__How to complete this task__: Return all entries below exactly. Skip nothing.

* * *

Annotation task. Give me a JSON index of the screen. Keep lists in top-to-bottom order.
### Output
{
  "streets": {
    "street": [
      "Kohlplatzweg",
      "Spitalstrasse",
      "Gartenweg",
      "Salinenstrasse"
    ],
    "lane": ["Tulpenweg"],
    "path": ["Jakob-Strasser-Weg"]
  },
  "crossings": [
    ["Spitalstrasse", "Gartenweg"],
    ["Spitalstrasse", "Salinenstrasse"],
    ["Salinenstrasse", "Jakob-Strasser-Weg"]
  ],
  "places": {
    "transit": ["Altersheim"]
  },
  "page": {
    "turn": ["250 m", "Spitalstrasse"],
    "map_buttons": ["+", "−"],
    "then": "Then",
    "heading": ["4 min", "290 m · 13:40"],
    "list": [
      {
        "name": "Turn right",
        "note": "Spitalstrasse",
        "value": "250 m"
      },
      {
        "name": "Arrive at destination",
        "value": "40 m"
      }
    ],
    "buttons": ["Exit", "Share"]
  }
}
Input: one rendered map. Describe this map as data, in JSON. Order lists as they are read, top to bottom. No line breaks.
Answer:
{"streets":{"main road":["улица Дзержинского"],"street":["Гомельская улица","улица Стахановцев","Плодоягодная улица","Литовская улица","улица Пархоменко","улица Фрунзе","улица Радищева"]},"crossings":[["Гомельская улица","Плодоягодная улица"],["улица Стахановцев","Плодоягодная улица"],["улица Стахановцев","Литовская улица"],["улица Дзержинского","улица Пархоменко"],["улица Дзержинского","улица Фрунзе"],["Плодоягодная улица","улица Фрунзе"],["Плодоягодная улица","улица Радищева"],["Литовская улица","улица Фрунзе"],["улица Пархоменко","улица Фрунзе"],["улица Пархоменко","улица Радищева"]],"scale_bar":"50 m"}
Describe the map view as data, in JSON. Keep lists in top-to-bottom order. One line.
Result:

* * *

__Finished task__:
Annotation task. Give me a JSON index of the screen. Keep lists in top-to-bottom order.
### Output
{
  "streets": {
    "street": [
      "Kohlplatzweg",
      "Spitalstrasse",
      "Gartenweg",
      "Salinenstrasse"
    ],
    "lane": ["Tulpenweg"],
    "path": ["Jakob-Strasser-Weg"]
  },
  "crossings": [
    ["Spitalstrasse", "Gartenweg"],
    ["Spitalstrasse", "Salinenstrasse"],
    ["Salinenstrasse", "Jakob-Strasser-Weg"]
  ],
  "places": {
    "transit": ["Altersheim"]
  },
  "page": {
    "turn": ["250 m", "Spitalstrasse"],
    "map_buttons": ["+", "−"],
    "then": "Then",
    "heading": ["4 min", "290 m · 13:40"],
    "list": [
      {
        "name": "Turn right",
        "note": "Spitalstrasse",
        "value": "250 m"
      },
      {
        "name": "Arrive at destination",
        "value": "40 m"
      }
    ],
    "buttons": ["Exit", "Share"]
  }
}
Input: one rendered map. Describe this map as data, in JSON. Order lists as they are read, top to bottom. No line breaks.
Answer:
{"streets":{"main road":["улица Дзержинского"],"street":["Гомельская улица","улица Стахановцев","Плодоягодная улица","Литовская улица","улица Пархоменко","улица Фрунзе","улица Радищева"]},"crossings":[["Гомельская улица","Плодоягодная улица"],["улица Стахановцев","Плодоягодная улица"],["улица Стахановцев","Литовская улица"],["улица Дзержинского","улица Пархоменко"],["улица Дзержинского","улица Фрунзе"],["Плодоягодная улица","улица Фрунзе"],["Плодоягодная улица","улица Радищева"],["Литовская улица","улица Фрунзе"],["улица Пархоменко","улица Фрунзе"],["улица Пархоменко","улица Радищева"]],"scale_bar":"50 m"}
Describe the map view as data, in JSON. Keep lists in top-to-bottom order. One line.
Result:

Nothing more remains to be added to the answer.